**Exercise objective:**
The lines you return must be all those in the data that hold the string "canvas".

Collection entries
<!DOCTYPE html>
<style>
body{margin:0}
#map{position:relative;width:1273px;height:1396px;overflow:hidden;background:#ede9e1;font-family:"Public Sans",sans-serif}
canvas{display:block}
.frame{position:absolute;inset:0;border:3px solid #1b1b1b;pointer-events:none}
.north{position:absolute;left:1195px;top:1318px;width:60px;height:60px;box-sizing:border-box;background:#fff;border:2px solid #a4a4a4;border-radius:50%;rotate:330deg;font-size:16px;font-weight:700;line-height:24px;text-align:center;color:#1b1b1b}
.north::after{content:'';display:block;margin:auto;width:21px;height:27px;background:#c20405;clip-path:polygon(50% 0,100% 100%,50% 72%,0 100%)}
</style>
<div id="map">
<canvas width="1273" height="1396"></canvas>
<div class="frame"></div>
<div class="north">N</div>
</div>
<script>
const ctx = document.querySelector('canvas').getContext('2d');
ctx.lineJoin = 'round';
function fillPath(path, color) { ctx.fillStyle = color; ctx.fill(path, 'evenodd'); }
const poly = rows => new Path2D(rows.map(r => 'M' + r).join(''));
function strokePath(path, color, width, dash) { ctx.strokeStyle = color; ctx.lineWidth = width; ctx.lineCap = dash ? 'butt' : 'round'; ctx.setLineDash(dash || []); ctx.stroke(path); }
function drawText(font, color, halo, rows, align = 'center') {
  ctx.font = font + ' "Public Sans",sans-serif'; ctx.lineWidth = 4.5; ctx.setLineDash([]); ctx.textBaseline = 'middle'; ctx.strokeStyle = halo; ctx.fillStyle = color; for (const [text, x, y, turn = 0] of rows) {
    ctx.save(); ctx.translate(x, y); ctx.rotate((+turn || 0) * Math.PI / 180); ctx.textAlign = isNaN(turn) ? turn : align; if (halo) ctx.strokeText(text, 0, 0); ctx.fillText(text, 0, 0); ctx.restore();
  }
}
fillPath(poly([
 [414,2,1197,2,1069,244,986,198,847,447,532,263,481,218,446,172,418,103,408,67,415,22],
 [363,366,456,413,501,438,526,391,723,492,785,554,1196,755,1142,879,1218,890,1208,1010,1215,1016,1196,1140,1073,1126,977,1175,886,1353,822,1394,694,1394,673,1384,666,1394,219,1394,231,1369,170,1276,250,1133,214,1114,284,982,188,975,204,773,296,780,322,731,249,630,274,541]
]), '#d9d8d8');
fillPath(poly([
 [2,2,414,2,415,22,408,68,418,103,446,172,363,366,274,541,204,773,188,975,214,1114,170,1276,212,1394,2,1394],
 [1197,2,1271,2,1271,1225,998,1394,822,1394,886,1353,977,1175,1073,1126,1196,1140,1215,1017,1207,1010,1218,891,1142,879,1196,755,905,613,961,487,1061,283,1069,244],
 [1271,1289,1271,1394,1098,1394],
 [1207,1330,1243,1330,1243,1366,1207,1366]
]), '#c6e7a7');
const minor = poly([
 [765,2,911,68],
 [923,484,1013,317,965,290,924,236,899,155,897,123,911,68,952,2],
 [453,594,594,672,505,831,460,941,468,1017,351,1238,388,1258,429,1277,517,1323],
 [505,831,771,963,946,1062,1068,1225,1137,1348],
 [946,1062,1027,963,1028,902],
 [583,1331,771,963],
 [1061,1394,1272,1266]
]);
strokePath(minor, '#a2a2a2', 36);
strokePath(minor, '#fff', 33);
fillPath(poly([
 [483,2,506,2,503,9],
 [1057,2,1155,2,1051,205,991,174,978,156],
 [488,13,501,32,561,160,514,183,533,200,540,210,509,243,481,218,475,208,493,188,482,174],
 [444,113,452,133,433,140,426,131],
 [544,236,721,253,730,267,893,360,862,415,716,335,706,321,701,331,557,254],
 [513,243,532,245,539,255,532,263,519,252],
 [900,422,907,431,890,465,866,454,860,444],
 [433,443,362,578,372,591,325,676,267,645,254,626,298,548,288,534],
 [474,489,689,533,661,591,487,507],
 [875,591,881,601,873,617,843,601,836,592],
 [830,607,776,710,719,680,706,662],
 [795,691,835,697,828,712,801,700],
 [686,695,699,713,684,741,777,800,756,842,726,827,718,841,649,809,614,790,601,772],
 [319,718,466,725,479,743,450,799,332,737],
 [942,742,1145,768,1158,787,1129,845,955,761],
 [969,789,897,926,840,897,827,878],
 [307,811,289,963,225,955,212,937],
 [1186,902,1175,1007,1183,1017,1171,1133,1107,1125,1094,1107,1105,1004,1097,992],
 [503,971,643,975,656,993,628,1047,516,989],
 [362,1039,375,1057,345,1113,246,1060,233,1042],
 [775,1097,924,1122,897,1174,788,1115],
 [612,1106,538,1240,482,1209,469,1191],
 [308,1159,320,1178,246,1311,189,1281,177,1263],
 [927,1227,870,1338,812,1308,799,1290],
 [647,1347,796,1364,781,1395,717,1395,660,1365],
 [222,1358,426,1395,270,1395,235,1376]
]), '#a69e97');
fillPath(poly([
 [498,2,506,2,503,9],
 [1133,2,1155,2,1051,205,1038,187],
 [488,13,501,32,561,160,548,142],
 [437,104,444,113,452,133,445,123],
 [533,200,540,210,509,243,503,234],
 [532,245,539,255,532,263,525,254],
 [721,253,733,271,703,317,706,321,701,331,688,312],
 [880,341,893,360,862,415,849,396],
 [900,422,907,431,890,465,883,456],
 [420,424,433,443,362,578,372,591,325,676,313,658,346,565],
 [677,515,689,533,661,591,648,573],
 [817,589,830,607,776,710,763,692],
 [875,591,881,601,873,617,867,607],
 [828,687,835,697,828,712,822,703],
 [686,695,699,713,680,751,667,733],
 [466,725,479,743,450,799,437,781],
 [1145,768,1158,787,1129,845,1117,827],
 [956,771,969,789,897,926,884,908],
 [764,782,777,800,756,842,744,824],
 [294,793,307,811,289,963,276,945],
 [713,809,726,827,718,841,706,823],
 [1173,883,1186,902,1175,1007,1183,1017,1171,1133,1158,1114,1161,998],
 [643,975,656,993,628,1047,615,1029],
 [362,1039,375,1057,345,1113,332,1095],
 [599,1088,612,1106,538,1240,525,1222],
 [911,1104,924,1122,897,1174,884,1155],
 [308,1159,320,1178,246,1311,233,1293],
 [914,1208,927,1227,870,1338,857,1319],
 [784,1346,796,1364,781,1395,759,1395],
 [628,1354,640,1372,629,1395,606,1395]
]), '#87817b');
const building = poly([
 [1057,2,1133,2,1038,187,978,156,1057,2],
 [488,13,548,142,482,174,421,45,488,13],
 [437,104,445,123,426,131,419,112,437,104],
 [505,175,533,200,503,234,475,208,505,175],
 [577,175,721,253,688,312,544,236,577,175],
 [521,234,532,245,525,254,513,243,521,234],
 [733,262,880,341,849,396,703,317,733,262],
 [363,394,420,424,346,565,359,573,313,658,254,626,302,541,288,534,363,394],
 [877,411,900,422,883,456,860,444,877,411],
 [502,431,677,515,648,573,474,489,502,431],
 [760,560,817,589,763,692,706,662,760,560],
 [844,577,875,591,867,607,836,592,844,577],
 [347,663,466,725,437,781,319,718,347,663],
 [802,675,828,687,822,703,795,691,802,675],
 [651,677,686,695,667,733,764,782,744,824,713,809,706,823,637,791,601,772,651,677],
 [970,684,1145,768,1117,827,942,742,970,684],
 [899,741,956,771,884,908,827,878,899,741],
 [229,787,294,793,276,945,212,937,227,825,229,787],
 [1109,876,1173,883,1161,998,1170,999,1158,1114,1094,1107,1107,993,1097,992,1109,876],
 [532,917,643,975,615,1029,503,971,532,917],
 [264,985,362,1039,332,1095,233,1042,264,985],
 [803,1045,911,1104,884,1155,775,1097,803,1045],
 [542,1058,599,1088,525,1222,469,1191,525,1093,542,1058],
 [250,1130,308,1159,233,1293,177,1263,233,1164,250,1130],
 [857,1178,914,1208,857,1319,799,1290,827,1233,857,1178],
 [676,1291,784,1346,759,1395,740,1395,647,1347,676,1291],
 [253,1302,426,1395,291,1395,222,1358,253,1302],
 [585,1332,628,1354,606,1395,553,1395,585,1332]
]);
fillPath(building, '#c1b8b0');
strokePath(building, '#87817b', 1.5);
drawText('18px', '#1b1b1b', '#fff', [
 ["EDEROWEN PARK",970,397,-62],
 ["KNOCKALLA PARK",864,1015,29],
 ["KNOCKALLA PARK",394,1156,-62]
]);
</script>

**Answer for this exercise:**
canvas{display:block}
<canvas width="1273" height="1396"></canvas>
const ctx = document.querySelector('canvas').getContext('2d');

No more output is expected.